WHAT TO PRODUCE: From the entries below, copy every line that holds the word "read".

(Collected data)
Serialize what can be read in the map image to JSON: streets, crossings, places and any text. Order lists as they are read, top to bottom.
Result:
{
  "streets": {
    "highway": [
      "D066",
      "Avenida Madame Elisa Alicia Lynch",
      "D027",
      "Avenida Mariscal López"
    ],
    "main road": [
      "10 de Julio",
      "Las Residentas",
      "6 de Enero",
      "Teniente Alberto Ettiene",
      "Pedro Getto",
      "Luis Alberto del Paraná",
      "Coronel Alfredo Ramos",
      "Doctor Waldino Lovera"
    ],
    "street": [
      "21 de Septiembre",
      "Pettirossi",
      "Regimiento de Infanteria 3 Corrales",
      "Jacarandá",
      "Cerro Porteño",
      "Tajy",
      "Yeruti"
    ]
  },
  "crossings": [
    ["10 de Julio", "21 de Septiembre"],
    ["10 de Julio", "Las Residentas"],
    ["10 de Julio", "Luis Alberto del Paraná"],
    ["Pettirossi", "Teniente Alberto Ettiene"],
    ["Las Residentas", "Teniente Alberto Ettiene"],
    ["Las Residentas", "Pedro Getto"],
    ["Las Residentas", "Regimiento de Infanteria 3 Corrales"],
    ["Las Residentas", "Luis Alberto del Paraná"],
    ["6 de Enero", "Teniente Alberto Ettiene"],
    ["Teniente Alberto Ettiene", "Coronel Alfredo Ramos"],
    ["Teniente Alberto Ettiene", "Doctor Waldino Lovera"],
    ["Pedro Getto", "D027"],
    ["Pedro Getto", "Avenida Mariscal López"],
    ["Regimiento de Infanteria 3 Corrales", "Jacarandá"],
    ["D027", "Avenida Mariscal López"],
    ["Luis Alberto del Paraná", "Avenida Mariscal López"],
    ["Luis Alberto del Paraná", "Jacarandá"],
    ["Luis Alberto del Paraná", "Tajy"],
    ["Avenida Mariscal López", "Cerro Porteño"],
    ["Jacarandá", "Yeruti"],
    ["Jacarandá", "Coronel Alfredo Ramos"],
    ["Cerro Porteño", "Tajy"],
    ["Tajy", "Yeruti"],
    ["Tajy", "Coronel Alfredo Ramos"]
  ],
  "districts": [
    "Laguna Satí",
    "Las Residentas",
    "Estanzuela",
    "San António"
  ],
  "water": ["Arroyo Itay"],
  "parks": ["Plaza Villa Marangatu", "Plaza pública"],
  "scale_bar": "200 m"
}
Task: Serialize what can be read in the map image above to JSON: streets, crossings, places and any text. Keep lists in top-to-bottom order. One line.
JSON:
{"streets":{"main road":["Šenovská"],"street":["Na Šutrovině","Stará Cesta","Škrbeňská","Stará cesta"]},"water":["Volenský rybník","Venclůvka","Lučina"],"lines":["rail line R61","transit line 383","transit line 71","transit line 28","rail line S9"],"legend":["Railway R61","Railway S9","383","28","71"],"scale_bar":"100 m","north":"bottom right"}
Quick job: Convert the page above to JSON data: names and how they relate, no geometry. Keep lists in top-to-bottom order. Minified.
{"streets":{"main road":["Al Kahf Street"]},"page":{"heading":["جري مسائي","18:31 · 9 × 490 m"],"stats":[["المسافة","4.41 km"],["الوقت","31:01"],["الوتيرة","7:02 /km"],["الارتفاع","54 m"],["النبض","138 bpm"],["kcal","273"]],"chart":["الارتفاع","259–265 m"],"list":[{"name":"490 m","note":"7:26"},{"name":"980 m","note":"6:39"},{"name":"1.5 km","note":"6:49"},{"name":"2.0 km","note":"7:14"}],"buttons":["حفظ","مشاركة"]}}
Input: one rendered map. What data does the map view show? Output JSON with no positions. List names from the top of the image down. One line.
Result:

ANSWER BELOW:
Serialize what can be read in the map image to JSON: streets, crossings, places and any text. Order lists as they are read, top to bottom.
Task: Serialize what can be read in the map image above to JSON: streets, crossings, places and any text. Keep lists in top-to-bottom order. One line.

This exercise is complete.